# [Dataset records]
>>>>>
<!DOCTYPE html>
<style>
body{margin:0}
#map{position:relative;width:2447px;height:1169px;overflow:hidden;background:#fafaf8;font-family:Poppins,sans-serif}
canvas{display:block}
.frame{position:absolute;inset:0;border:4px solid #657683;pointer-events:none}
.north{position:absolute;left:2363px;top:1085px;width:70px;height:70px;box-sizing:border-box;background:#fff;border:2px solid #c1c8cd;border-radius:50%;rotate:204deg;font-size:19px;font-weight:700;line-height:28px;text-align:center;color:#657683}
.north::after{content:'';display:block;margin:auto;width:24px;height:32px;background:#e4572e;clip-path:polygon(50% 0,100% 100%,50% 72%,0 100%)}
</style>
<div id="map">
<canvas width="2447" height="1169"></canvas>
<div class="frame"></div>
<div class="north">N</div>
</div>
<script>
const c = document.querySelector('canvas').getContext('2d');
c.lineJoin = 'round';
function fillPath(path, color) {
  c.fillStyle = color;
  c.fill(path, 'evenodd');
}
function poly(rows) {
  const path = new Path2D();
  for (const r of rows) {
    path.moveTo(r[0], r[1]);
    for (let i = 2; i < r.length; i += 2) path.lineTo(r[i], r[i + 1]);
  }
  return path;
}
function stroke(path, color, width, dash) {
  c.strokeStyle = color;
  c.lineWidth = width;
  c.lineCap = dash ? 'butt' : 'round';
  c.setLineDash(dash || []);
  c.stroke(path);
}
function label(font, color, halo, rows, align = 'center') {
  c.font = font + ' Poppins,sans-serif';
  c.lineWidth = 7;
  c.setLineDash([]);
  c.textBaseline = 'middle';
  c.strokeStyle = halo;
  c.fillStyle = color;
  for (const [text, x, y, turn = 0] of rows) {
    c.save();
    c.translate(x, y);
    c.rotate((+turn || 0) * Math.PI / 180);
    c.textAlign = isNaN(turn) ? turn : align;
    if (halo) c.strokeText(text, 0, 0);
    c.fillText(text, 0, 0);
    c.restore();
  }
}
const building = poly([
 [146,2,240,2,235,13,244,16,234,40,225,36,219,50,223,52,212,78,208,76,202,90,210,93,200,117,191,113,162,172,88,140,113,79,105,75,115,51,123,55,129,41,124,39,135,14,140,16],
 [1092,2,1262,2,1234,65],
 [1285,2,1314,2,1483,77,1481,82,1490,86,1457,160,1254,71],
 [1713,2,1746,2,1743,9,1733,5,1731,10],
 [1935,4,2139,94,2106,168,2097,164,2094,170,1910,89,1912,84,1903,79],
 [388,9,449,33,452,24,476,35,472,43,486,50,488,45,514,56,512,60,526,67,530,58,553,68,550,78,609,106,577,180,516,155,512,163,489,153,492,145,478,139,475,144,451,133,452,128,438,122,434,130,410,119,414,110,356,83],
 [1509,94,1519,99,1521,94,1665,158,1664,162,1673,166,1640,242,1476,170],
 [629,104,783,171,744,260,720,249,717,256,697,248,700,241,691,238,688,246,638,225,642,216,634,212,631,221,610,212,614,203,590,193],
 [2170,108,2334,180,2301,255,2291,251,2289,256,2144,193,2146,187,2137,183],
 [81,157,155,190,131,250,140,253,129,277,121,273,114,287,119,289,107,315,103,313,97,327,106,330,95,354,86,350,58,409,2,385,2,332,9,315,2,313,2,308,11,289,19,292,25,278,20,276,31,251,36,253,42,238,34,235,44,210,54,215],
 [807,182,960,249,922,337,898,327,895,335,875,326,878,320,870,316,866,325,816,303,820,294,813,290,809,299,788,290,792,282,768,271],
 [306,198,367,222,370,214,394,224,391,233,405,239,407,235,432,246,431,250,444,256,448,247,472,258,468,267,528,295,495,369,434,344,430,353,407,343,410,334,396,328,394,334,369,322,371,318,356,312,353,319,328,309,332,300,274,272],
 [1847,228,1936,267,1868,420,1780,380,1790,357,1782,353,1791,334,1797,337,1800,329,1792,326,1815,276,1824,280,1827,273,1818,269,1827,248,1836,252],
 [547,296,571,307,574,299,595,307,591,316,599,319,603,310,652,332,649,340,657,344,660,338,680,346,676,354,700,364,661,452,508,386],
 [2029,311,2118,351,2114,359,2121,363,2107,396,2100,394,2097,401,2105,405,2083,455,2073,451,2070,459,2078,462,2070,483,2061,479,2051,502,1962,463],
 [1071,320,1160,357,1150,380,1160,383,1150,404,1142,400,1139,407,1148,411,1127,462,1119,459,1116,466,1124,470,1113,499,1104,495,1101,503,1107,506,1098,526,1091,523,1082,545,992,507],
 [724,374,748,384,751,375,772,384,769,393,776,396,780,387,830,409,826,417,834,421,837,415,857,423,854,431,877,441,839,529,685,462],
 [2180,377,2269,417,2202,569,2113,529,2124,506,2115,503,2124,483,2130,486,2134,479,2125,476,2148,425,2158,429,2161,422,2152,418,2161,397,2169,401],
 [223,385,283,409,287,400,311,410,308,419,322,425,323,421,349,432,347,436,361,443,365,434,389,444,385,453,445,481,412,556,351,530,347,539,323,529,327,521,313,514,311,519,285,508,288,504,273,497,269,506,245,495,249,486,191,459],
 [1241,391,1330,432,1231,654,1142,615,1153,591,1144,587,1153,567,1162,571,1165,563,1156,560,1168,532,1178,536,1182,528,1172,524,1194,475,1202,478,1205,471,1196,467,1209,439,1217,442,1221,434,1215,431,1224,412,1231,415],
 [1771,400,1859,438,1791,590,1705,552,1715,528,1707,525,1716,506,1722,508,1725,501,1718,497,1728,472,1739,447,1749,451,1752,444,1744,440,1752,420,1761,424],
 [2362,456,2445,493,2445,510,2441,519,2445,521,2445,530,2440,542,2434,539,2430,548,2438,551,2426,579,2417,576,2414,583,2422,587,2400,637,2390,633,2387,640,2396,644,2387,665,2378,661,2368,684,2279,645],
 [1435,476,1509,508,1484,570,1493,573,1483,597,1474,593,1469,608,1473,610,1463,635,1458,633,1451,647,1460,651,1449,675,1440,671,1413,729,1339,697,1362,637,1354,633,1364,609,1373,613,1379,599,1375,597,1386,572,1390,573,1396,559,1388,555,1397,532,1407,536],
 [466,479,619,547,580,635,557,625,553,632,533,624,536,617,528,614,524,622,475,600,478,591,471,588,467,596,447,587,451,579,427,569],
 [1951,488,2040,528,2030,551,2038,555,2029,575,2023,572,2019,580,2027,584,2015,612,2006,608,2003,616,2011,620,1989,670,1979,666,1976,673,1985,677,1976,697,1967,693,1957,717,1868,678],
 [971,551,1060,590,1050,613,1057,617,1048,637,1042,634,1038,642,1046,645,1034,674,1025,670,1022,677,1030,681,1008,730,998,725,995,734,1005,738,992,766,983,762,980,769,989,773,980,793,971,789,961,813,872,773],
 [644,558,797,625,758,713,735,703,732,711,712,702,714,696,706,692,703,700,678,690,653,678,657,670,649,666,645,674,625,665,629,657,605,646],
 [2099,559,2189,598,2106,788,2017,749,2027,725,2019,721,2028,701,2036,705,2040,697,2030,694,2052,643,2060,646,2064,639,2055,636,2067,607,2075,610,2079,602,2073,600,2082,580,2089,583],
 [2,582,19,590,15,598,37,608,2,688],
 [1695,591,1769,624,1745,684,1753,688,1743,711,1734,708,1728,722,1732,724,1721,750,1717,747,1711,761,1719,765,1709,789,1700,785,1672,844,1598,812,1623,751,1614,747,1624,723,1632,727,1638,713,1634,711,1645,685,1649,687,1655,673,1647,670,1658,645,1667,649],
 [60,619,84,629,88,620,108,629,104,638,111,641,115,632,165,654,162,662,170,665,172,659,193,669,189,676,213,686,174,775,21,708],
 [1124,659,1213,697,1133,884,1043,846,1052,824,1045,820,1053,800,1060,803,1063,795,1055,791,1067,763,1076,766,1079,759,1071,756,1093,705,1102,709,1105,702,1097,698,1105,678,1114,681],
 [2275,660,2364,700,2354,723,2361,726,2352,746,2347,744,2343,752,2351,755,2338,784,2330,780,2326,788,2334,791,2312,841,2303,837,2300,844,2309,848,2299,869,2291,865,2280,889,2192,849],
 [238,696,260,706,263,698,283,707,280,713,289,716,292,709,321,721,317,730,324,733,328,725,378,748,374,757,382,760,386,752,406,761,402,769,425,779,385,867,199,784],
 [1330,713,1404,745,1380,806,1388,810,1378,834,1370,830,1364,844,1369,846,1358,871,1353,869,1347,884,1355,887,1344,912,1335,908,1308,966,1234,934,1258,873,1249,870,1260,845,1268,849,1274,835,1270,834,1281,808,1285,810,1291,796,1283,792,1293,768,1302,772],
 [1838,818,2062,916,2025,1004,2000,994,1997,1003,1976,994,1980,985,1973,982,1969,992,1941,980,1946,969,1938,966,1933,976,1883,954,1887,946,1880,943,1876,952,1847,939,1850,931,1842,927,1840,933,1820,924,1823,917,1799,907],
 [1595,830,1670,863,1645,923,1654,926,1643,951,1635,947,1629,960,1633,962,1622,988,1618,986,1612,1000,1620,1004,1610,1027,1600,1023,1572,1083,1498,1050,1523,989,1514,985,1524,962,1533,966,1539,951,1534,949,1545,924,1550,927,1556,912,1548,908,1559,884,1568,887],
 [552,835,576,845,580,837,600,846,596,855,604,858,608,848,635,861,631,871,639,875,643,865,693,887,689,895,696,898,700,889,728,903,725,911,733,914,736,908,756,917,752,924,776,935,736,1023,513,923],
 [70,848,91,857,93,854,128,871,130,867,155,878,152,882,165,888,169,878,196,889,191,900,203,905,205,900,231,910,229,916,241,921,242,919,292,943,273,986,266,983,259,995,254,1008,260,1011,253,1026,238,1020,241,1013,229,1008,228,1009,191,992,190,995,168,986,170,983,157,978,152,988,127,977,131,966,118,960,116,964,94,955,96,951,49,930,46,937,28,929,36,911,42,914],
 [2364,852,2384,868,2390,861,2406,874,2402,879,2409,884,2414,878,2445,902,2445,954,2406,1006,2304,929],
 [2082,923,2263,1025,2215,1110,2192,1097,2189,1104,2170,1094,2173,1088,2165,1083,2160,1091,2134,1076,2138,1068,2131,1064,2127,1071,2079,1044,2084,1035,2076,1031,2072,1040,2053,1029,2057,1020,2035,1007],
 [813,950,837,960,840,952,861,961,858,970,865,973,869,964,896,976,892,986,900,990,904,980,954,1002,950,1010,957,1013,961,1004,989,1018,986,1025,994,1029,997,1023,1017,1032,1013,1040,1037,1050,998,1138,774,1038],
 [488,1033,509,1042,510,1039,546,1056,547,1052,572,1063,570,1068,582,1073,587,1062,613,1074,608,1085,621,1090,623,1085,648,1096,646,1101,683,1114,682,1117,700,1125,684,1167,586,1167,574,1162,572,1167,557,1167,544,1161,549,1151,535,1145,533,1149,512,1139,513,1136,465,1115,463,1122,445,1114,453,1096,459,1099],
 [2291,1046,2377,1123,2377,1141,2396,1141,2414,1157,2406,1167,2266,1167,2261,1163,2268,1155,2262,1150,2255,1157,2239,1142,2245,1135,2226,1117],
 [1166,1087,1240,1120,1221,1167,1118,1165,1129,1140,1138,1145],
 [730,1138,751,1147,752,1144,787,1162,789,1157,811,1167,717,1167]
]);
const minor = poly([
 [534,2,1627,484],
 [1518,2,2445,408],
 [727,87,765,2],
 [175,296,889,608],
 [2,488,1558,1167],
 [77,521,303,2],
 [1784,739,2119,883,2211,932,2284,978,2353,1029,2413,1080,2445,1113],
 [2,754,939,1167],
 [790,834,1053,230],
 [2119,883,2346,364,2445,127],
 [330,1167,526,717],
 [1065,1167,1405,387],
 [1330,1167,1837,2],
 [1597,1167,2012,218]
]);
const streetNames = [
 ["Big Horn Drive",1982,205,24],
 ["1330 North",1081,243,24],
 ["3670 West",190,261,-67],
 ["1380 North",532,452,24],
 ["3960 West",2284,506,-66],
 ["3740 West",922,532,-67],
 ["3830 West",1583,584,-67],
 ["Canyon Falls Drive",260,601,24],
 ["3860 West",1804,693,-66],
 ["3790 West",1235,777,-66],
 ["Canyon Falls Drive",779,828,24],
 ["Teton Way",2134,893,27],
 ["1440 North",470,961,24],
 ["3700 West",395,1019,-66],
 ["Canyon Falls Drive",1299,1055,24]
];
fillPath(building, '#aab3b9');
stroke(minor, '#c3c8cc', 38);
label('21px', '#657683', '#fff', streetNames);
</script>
<<<<<
# [Instructions for the task]
Where does the string "rows" occur in the data above? Copy every line that holds it.

# [Solution to this exercise]
function poly(rows) {
  for (const r of rows) {
function label(font, color, halo, rows, align = 'center') {
  for (const [text, x, y, turn = 0] of rows) {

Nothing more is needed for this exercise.